In the proband of family 5, three aberrantly spliced mRNAs are produced. The cDNA (converted after inhibition of NMD with puromycin) was cloned into a vector and the number of colonies with the different products were counted (total counted n=94).

Clinical data

The clinical phenotype of the individuals (Figure 3) with BGN mutations is characterized by early onset aortic aneurysm (as early as age 1; 4-II-1) and dissection (earliest at age of 15; 3-II-1) in male probands. In all five families either the aortic root or the more distal ascending aorta was involved. In one family we also observed brain aneurysms in one individual (5-I-2; Figure 1a). Although the mitral and aortic valves were involved in some families (e.g. 2-III-1 and 4-I-2), insufficiency was mild. The cardiovascular phenotype in mutation carrying females ranged from unaffected upon repeated echocardiographic evaluation (3-II-2 and 3-I-2), over aortic root dilatation (4-I-2 and 5-I-2), to death due to aortic dissection (1-II-1). The initial suspected clinical (differential) diagnoses varied between MFS (families 1 and 2), LDS (families 3, 4, 5), Melnick-Needles syndrome and filaminopathy (families 3 and 4).

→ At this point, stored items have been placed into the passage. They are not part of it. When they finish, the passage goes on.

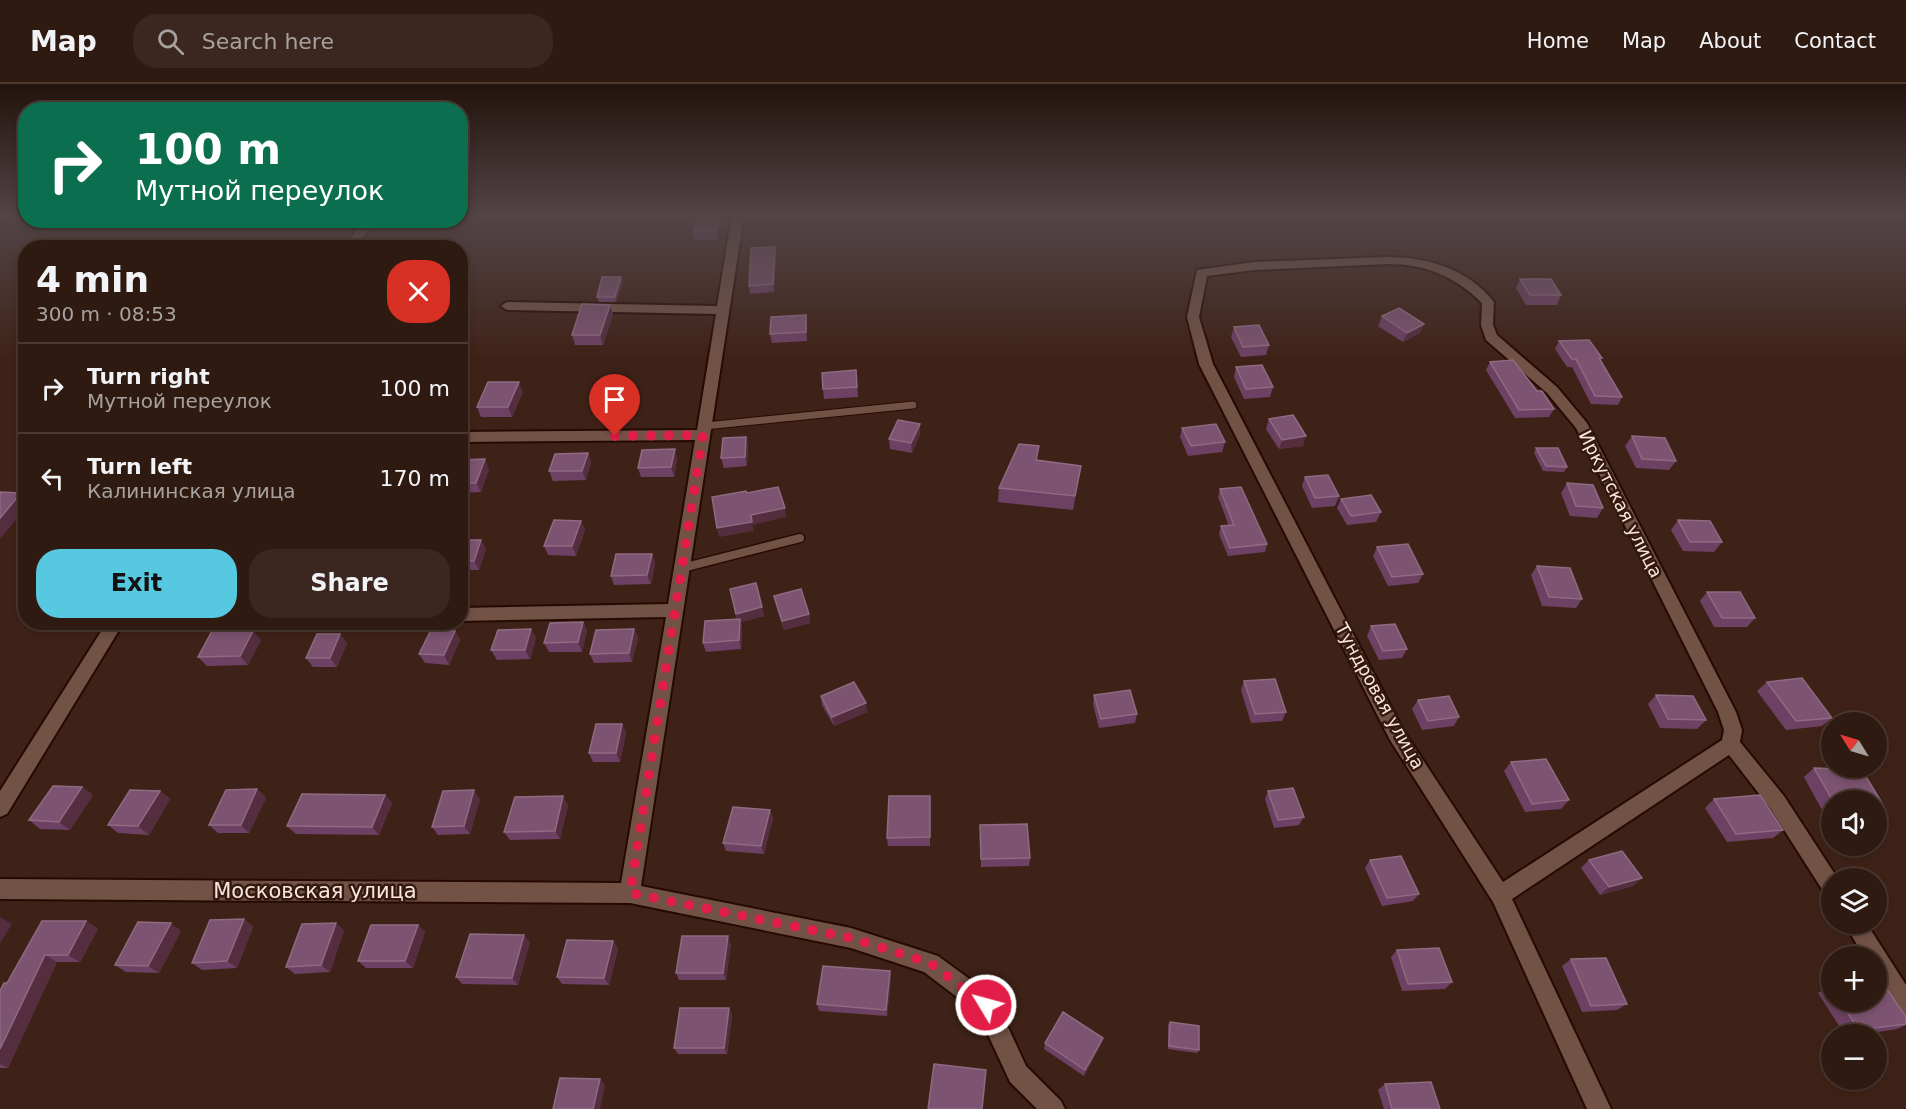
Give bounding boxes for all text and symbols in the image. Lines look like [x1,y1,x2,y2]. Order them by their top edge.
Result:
search box [133,14,553,68]
text: Map [30,25,97,58]
icon: search [154,25,187,58]
text: Search here [202,29,334,54]
text: Home [1527,29,1589,53]
text: Map [1622,29,1666,53]
text: About [1699,29,1761,53]
text: Contact [1794,29,1876,53]
text: 100 m [135,125,281,174]
icon: right [36,126,114,204]
text: Мутной переулок [135,175,384,206]
text: 4 min [36,259,149,300]
button: close [387,260,450,323]
text: 300 m · 08:53 [36,302,177,326]
text: Turn right [87,364,210,389]
icon: right [36,372,69,405]
pin [589,374,640,436]
text: 100 m [380,376,450,401]
icon: arrive [598,383,631,416]
text: Мутной переулок [87,389,272,413]
street label: Иркутская улица [1575,427,1667,581]
text: Turn left [87,454,192,479]
icon: left [36,462,69,495]
text: 170 m [380,466,450,491]
text: Калининская улица [87,479,296,503]
button: Exit [36,549,237,618]
button: Share [249,549,450,618]
street label: Тундровая улица [1331,618,1429,773]
north arrow [1821,712,1887,778]
map controls [1821,712,1887,1090]
button: sound [1821,790,1887,856]
button: layers [1821,868,1887,934]
street label: Московская улица [213,879,417,903]
button: + [1821,946,1887,1012]
position arrow [954,973,1018,1037]
button: − [1821,1024,1887,1090]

We observed non-specific connective tissue features (e.g. pectus deformities, joint hypermobility/contractures and striae) and more specific manifestations of LDS (e.g. bifid uvula, hypertelorism, and cervical spine instability) in affected individuals. The stature of the affected patients in this series ranged from short (e.g. 3-III-2 and 4-II-1) to measurements in the normal to high normal range (e.g. 1-III-1, 2-III-1 and 5-II-1) when compared to unaffected family members. Similarly, either long fingers (families 1 and 2) or rather short, broad fingers (families 3 and 4, 5-I-2; Figure 3) were noted. Other unusual features, not typically seen in MFS or LDS, include ventricular dilatation on brain imaging (families 3 and 4), hypertrichosis (family 3), gingival hypertrophy (family 4) and relative macrocephaly (families 3 and 4). There is also evidence of skeletal dysplasia with hip dislocation (families 3 and 4), platyspondyly (family 3), phalangeal dysplasia (families 3 and 4) and dysplastic epiphyses of the long bones (family 3; Figure 3). A detailed clinical description of the five families can be found in the supplemental data.

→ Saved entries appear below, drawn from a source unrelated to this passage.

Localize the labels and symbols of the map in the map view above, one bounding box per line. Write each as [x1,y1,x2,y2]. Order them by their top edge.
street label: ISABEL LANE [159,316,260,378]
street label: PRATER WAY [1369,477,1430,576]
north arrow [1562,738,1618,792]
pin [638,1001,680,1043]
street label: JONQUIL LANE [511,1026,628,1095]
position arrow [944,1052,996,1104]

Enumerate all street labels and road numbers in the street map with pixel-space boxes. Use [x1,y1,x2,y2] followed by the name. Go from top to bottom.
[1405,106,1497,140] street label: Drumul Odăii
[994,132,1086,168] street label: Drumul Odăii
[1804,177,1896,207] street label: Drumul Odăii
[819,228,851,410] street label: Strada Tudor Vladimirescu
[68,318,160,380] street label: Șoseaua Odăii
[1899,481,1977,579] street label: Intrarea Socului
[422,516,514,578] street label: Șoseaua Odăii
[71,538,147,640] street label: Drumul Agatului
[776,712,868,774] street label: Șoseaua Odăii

(a) Clinical features include hypertelorism, malar flattening, downslanting palpebral fissures (3-II-2/3/4, 3-III-1/2 and 4-II-1), proptosis (3-III-1/2), joint hypermobility (4-II-1), short, spatulous fingers (3-III-1/2), camptodactyly of fingers and toes (3-III-1/2).

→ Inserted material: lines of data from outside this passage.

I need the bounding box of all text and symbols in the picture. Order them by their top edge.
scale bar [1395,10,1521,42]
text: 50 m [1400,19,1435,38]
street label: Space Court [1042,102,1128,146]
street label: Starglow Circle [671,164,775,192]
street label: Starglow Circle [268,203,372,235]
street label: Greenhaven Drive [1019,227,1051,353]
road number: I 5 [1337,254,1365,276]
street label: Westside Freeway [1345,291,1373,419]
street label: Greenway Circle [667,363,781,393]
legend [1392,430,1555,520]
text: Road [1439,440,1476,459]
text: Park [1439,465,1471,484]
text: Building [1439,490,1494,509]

(b) Skeletal survey of patient 3-III-1 at age 10 yrs and of patient 4-II-1 at age 1.5 yrs old. Radiograph of both hands (3-III-1) reveals an asymmetry in the size of the carpal bones with the ones on the right side being larger. Overall, there is symmetric shortening and broadening of the metacarpals and phalanges that appear osteopenic with relatively thin cortices. Lateral view of the spine (3-III-1) demonstrates platyspondyly with at the thoracolumbar transition mild anterior tongueing. Anteroposterior view of the lower limbs (3-III-1) shows that the distal (sub)metaphyseal region of the femur is widened and the knee epiphyses are flattened. There is also mild undermodeling of the tibia with an S-shaped configuration of the diaphysis. The distal tibial epiphysis is dysplastic. Skeletal radiographs of proband 4-II-1 reveal bilateral hip dislocation (treated conservatively), broadened and triangle shaped middle phalanges, broad terminal phalanges and a broad thorax.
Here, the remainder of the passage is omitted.